What I found was that the number of guesses sometimes had notable points where number of guesses jumped from <10 to >20. I tried to see if there was anything interesting about these points but didn’t think they were that different as a human. Also at some point the number of guesses max out at around 30 and stayed there as all remaining numbers were removed. As a human, I think these puzzles feel the most different in difficulty but the computer disagreed.

In the end, I decided that I’m only going to publish a few puzzles and I can just evaluate the difficulty by hand. If I were publishing a book of puzzle or something, I’d need to think a lot more critically about this.

I asked my roommate to test one of the puzzles for me and he quickly spotted a pattern I hadn’t. I was so focused on how I expected the puzzle to be solved that I didn’t notice some recurring structure. In this case, {4,6,8}, {2,7,9}, and {1,3,5} always appeared contiguously in rows. In additon to that, {4,5,9}, {3,7,8}, and {1,2,6} always appear contiguously in columns. In fact, there are only 3 distinct 3x3 blocks in this solution.

Once I knew that this could happen, I found that it happened to a lesser degree pretty often. I never found a nice way to exclude solved puzzles with too much repition. Luckily, even with 100 solves with every number removed, my program still ran in under a second. I decided it was easier to just filter these out by hand. This is another thing I’d need to revisit if I were trying to publish more than a handful of puzzles.

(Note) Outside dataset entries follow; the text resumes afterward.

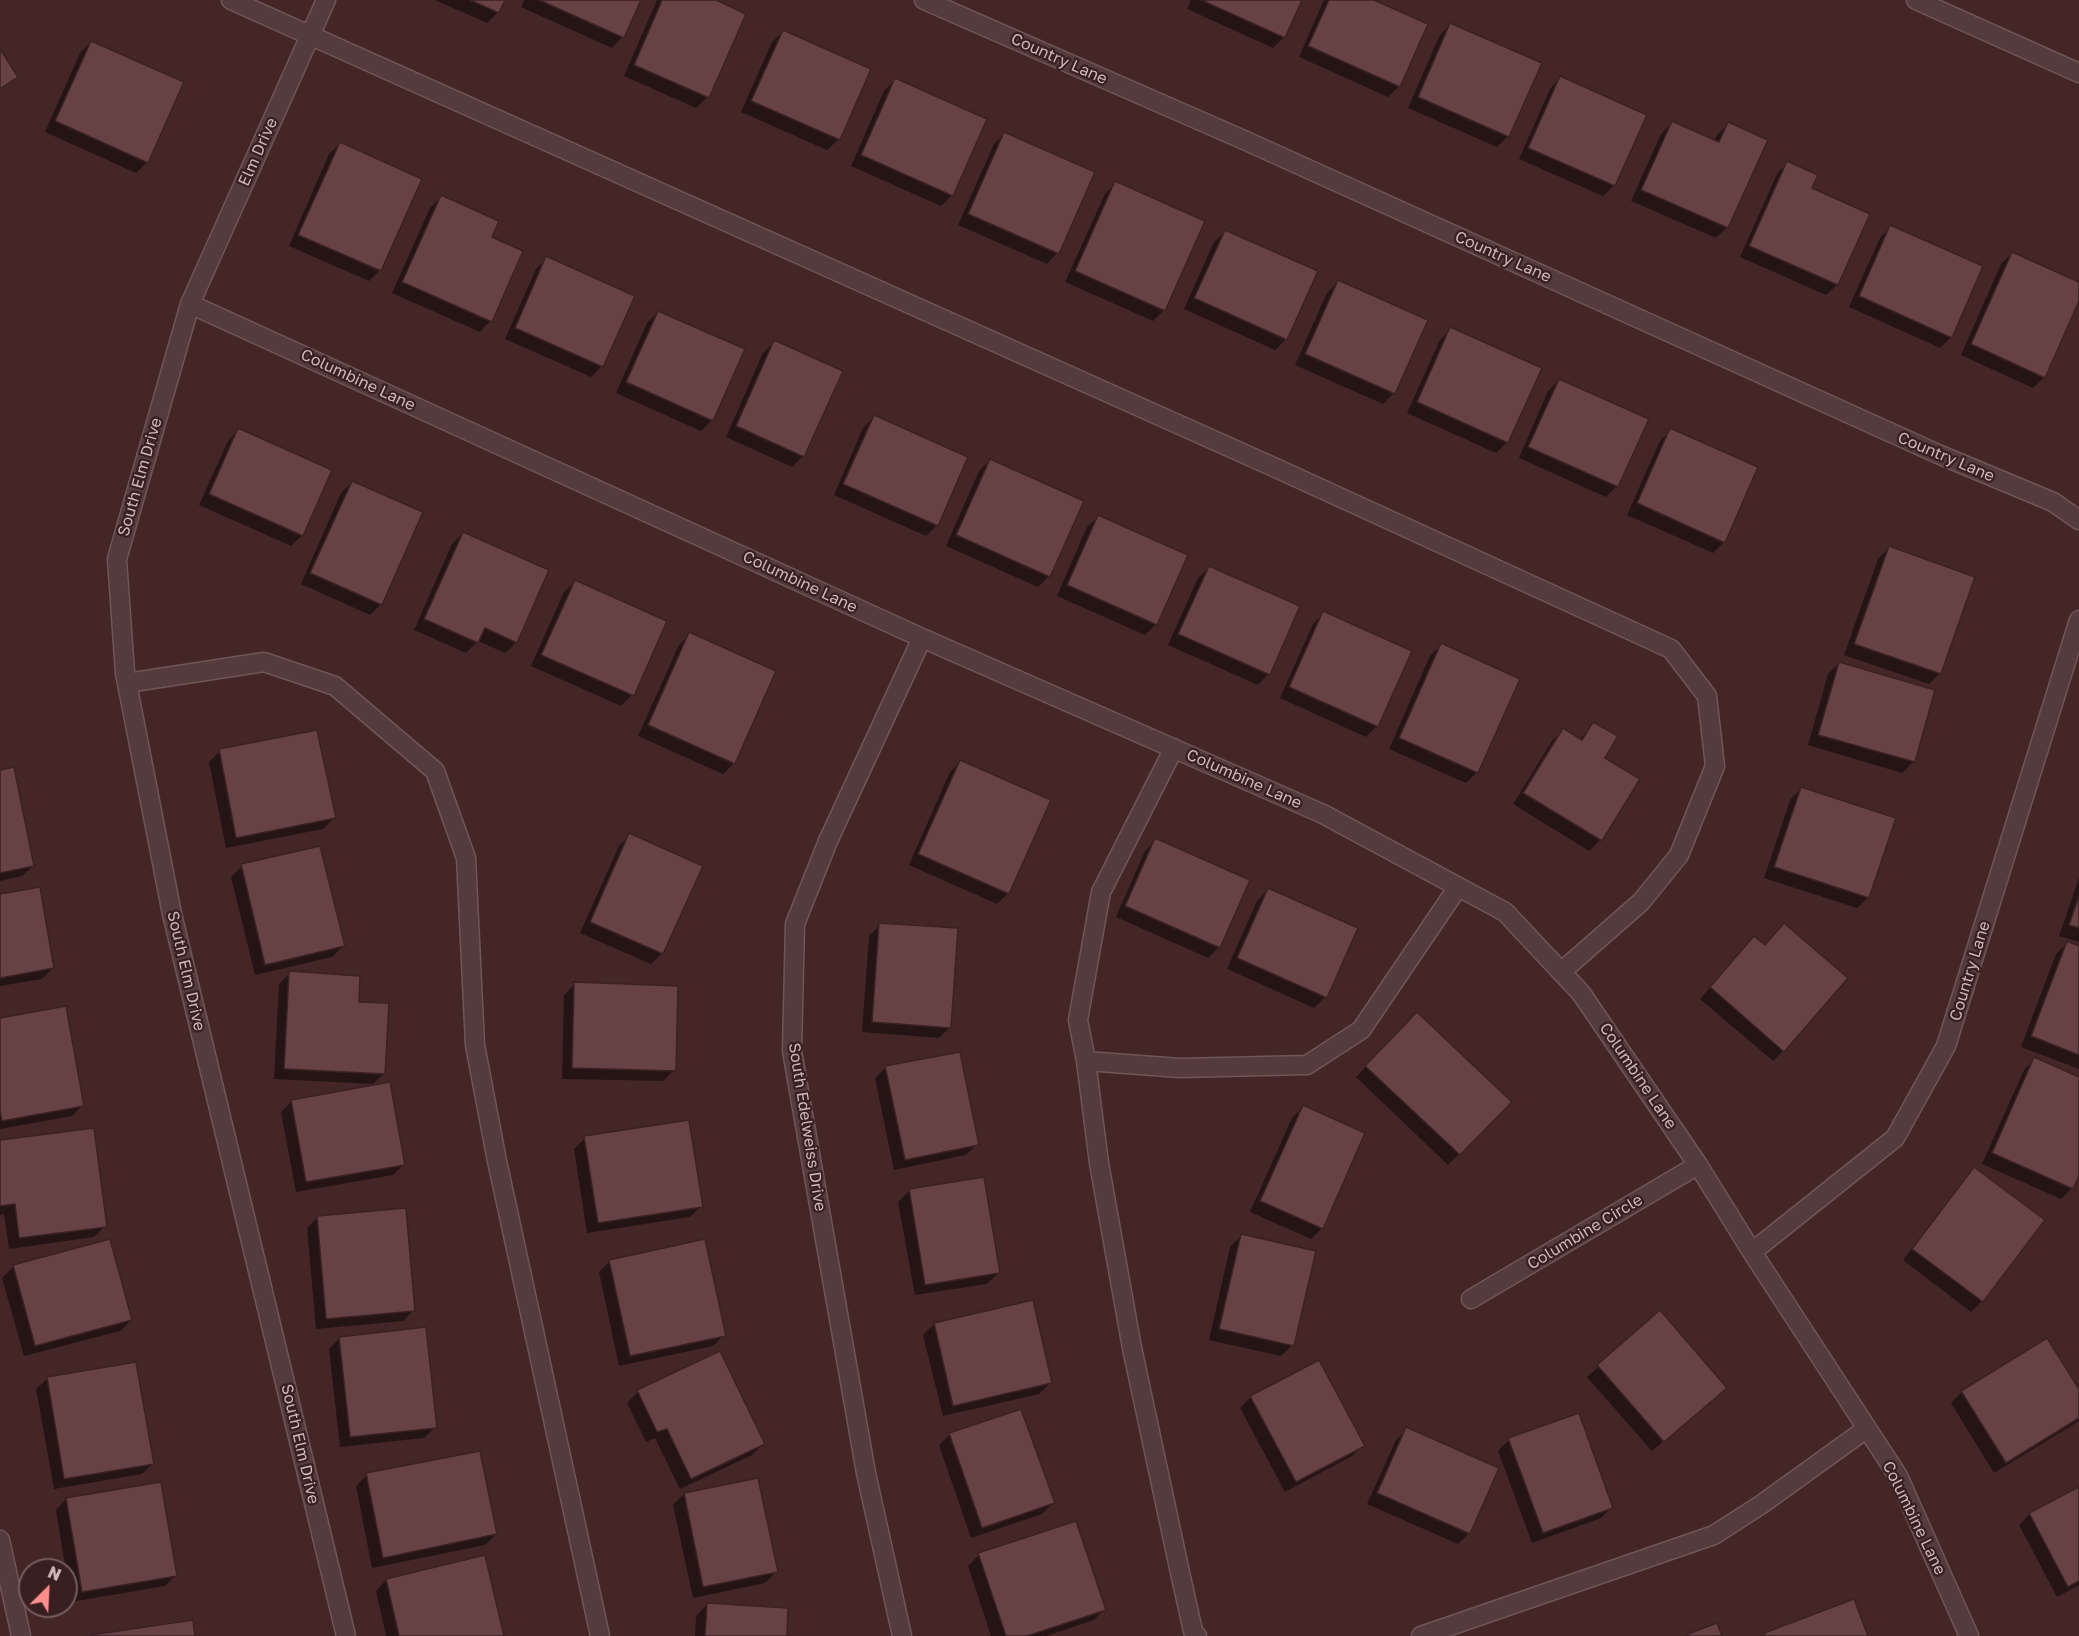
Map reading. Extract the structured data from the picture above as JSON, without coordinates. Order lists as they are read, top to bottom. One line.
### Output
{"streets":{"street":["Country Lane","Elm Drive","Columbine Lane","South Elm Drive","South Edelweiss Drive","Columbine Circle"]},"crossings":[["Country Lane","Columbine Lane"],["Elm Drive","Columbine Lane"],["Elm Drive","South Elm Drive"],["Columbine Lane","South Elm Drive"],["Columbine Lane","South Edelweiss Drive"],["Columbine Lane","Columbine Circle"]],"north":"top right"}
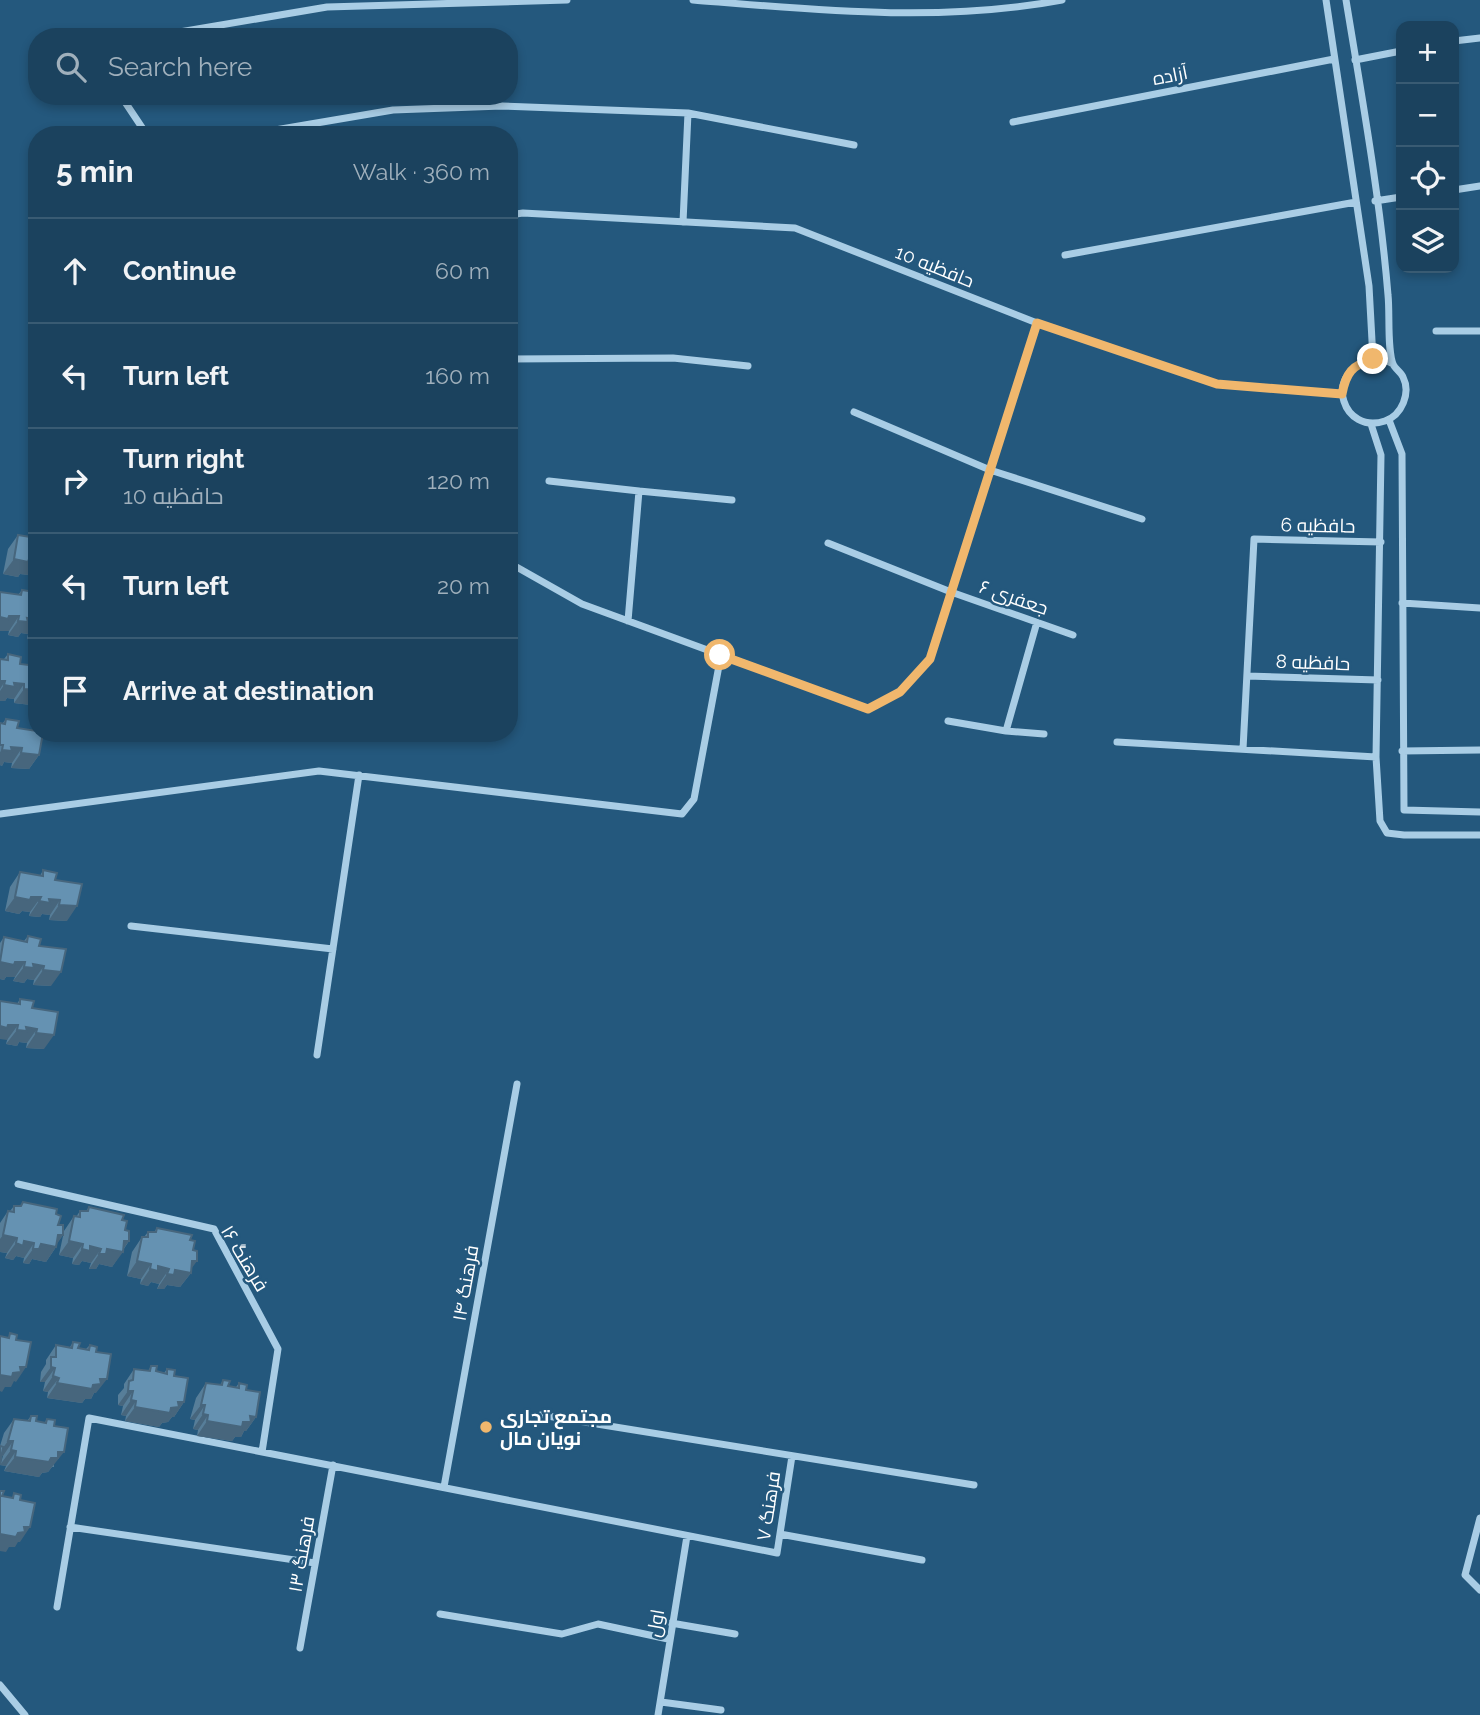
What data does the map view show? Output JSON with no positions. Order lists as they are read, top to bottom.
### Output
{
  "streets": {
    "street": [
      "آزاده",
      "حافظیه 10",
      "حافظیه 6",
      "جعفری ۶",
      "حافظیه 8",
      "فرهنگ ۱۶",
      "فرهنگ ۱۴",
      "فرهنگ ۷",
      "فرهنگ ۱۳",
      "اول"
    ]
  },
  "crossings": [
    ["حافظیه 6", "حافظیه 8"],
    ["فرهنگ ۷", "اول"]
  ],
  "places": ["مجتمع تجاری نویان مال"],
  "page": {
    "map_buttons": ["+", "−"],
    "search": "Search here",
    "heading": ["5 min", "Walk · 360 m"],
    "list": [
      ["Continue", "60 m"],
      ["Turn left", "160 m"],
      ["Turn right", "حافظیه 10", "120 m"],
      ["Turn left", "20 m"],
      "Arrive at destination"
    ]
  }
}
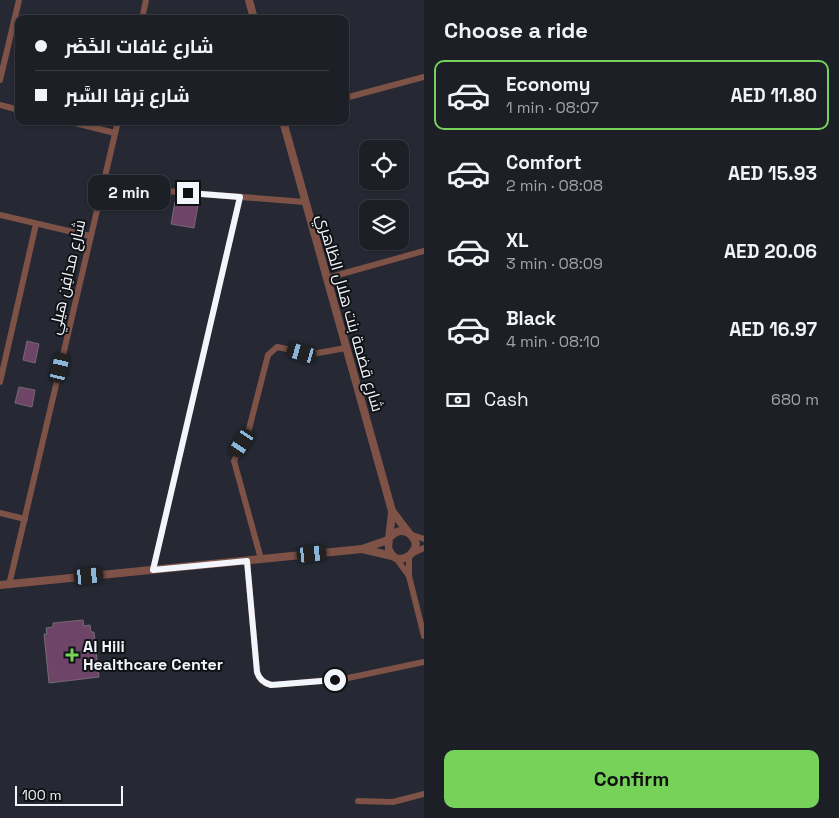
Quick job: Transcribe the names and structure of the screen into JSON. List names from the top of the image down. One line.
{"streets":{"street":["شارع مدافِن هيلي","شارع قضمة بنت هلال الظاهري"]},"places":{"health":["Al Hili Healthcare Center"]},"scale_bar":"100 m","page":{"heading":"Choose a ride","banner":["شارع غافات الخَضَر","شارع بَرقا السَّبر"],"list":[{"name":"Economy","note":"1 min · 08:07","value":"AED 11.80"},{"name":"Comfort","note":"2 min · 08:08","value":"AED 15.93"},{"name":"XL","note":"3 min · 08:09","value":"AED 20.06"},{"name":"Black","note":"4 min · 08:10","value":"AED 16.97"}],"bubble":"2 min","pay":["Cash","680 m"],"buttons":"Confirm","scale":"100 m"}}
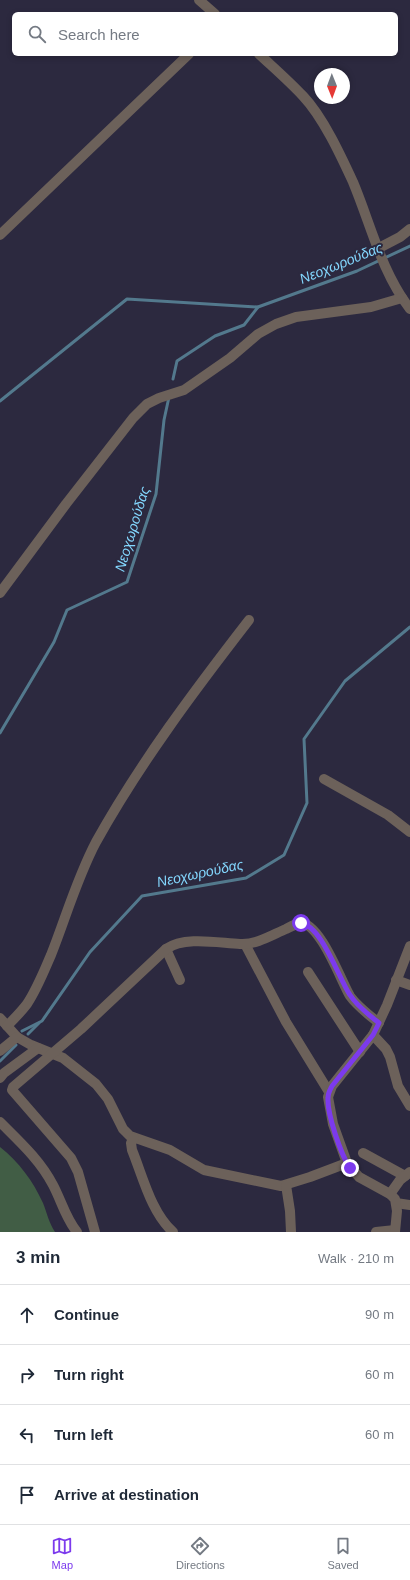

So far, I’ve published 3 puzzles, an easy, a medium, and a hard, also to my instagram. All 3 are unsolvable if you only use sudoku type inference but have unique solution if you use both sudoku and siteswap rules. I’ve been mailed one correct solution to the easy puzzle. I also plan to publish another trio of puzzles with sudoku row/col rules removed but sudoku 3x3 cell rules still present. This is yet another novel solving experience that is worth trying once but probably not twice.

Written on March 10, 2019